All that should appear is the run of lines from the one containing "Input: one rendered" through the end of the records, each repeated exactly.

■ Stored data entries ■
◆ ◆ ◆ ◆ ◆
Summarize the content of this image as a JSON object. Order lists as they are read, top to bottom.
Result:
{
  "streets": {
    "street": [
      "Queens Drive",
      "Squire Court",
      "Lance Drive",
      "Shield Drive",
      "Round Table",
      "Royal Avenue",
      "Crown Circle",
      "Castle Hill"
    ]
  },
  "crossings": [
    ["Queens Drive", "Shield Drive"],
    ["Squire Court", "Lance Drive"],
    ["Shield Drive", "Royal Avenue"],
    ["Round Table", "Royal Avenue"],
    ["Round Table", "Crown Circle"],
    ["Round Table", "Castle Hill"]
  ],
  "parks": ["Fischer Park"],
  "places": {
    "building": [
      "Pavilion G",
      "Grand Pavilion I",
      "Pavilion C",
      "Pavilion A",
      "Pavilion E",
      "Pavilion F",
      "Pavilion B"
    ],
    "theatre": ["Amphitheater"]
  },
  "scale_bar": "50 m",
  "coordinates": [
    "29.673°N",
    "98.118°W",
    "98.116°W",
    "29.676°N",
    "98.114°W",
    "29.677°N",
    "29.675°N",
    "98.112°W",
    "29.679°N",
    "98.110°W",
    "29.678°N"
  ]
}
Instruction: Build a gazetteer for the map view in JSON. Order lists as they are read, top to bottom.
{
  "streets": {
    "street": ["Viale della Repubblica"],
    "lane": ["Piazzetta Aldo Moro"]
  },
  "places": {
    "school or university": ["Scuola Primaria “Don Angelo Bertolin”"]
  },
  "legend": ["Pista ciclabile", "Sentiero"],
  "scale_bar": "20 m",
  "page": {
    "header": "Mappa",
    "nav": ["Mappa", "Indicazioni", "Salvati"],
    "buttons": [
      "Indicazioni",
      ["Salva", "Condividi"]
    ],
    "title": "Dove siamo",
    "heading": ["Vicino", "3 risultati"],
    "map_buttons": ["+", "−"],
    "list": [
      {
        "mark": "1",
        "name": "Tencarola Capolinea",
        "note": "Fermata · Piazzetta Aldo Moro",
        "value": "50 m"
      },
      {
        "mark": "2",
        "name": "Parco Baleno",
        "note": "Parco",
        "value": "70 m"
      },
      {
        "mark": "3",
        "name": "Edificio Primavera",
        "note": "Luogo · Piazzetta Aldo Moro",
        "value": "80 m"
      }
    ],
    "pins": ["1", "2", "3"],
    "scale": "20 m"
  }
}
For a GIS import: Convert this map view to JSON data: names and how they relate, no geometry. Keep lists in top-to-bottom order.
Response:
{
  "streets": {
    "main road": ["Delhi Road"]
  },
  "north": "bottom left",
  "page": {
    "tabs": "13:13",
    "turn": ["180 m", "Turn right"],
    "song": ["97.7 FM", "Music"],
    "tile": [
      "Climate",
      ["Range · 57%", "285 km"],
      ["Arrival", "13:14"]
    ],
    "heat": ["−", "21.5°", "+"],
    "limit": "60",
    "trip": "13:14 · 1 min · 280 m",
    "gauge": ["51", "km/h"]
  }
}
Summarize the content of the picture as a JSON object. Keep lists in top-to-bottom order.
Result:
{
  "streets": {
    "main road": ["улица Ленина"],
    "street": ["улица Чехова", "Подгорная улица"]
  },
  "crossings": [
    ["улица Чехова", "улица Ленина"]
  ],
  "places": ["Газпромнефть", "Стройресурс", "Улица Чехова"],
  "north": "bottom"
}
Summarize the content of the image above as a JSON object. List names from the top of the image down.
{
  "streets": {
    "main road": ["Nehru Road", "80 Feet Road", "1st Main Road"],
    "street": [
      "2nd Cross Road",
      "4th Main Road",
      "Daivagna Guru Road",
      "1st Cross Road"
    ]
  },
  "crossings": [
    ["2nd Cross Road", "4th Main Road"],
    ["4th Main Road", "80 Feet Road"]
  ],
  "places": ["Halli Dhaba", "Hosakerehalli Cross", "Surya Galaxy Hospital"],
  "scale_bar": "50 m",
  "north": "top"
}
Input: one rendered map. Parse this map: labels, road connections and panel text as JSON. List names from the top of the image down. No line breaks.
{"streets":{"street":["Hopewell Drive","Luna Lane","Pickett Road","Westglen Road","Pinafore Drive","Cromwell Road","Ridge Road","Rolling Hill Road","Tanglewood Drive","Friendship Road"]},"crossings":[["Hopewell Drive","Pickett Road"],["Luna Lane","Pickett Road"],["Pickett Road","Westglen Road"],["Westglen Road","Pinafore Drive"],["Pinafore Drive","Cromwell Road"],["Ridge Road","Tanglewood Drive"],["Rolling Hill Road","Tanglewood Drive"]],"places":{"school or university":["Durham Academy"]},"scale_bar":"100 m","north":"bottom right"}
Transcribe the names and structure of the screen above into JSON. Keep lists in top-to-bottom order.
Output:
◆ ◆ ◆ ◆ ◆
■ WRITTEN SOLUTION ■
Input: one rendered map. Parse this map: labels, road connections and panel text as JSON. List names from the top of the image down. No line breaks.
{"streets":{"street":["Hopewell Drive","Luna Lane","Pickett Road","Westglen Road","Pinafore Drive","Cromwell Road","Ridge Road","Rolling Hill Road","Tanglewood Drive","Friendship Road"]},"crossings":[["Hopewell Drive","Pickett Road"],["Luna Lane","Pickett Road"],["Pickett Road","Westglen Road"],["Westglen Road","Pinafore Drive"],["Pinafore Drive","Cromwell Road"],["Ridge Road","Tanglewood Drive"],["Rolling Hill Road","Tanglewood Drive"]],"places":{"school or university":["Durham Academy"]},"scale_bar":"100 m","north":"bottom right"}
Transcribe the names and structure of the screen above into JSON. Keep lists in top-to-bottom order.
Output:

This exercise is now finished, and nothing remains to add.